*** Available data Section Begins ***

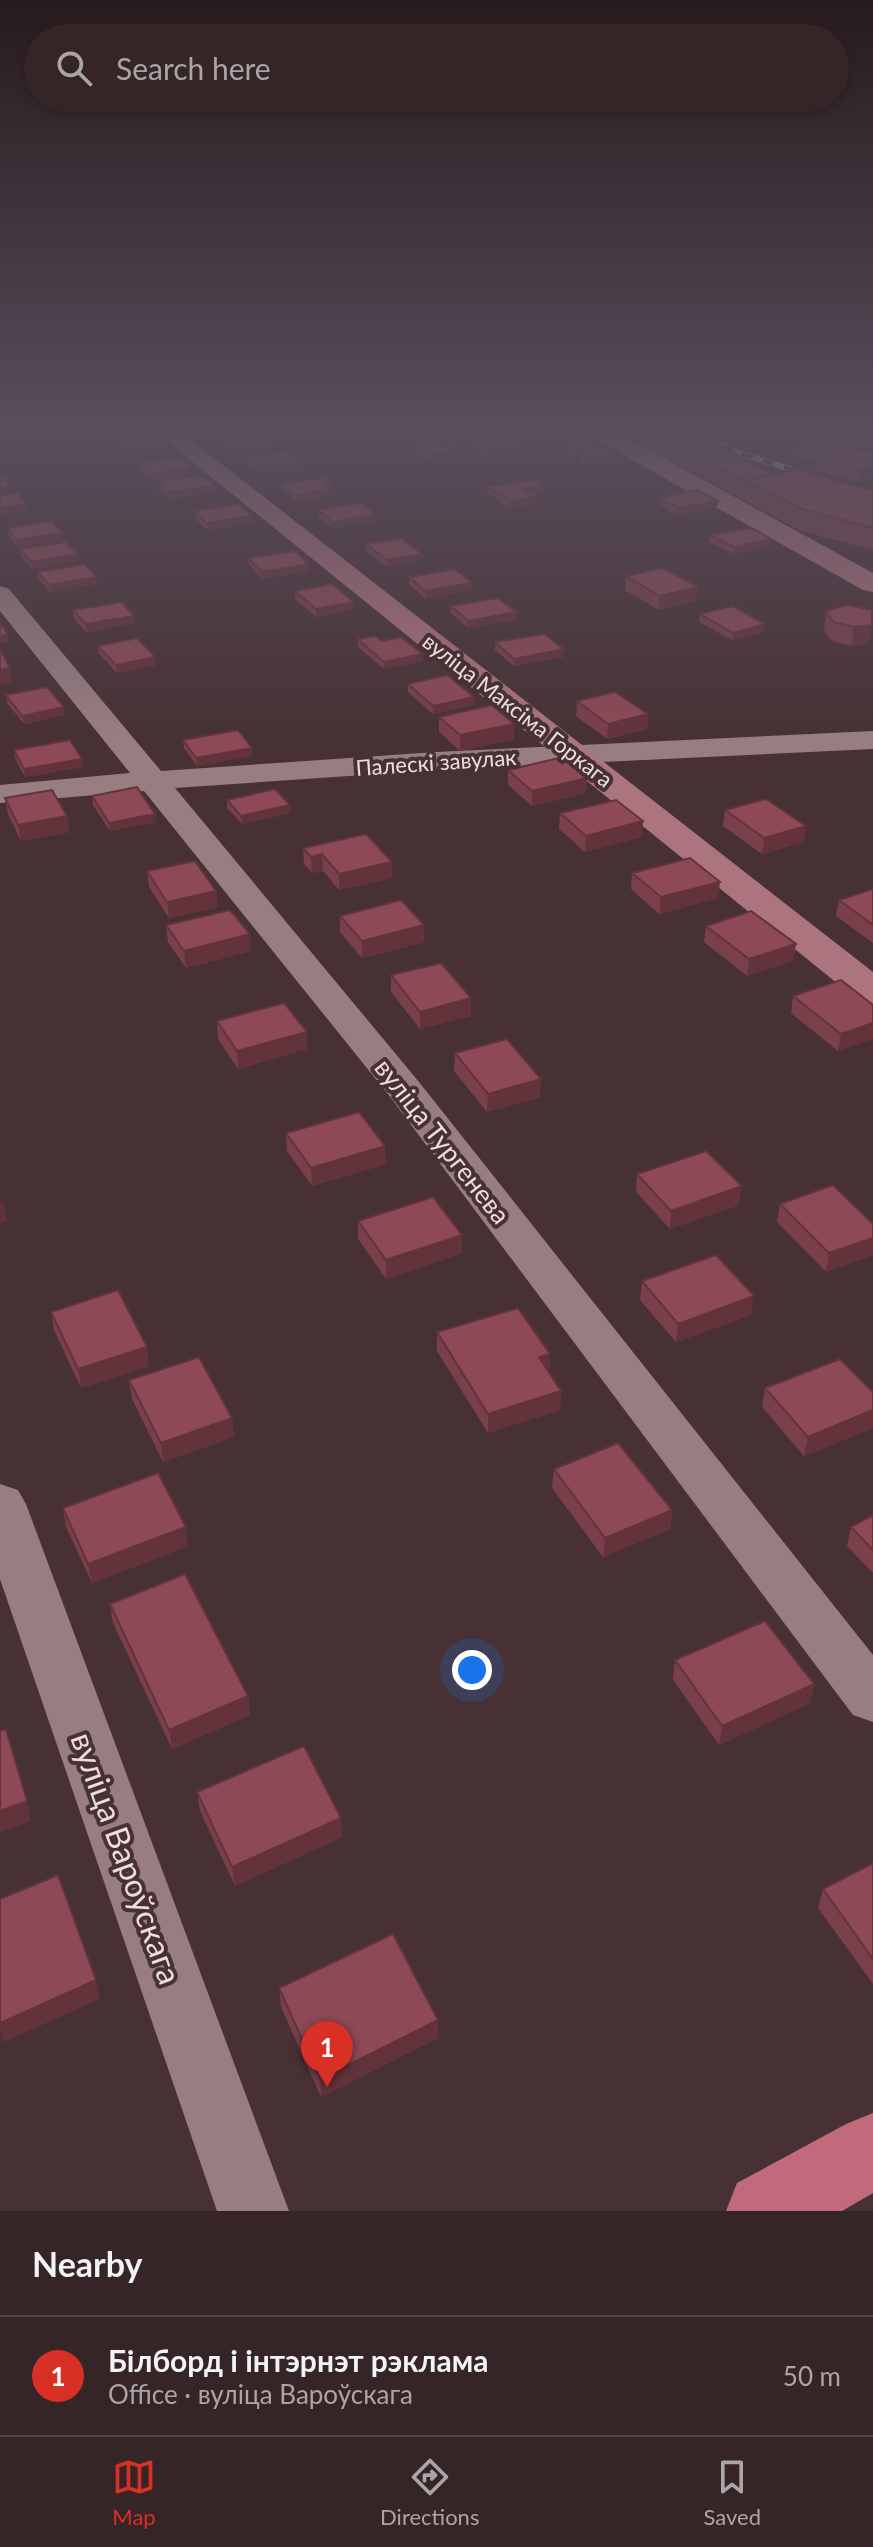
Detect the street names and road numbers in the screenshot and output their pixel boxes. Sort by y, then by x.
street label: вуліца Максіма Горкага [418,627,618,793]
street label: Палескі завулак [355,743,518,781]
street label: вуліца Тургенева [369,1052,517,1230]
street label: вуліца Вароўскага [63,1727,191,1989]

*** Available data Section Ends ***

About this task: Each entry should be transcribed exactly as given, with pictures omitted.

Result of the task:
Detect the street names and road numbers in the screenshot and output their pixel boxes. Sort by y, then by x.
street label: вуліца Максіма Горкага [418,627,618,793]
street label: Палескі завулак [355,743,518,781]
street label: вуліца Тургенева [369,1052,517,1230]
street label: вуліца Вароўскага [63,1727,191,1989]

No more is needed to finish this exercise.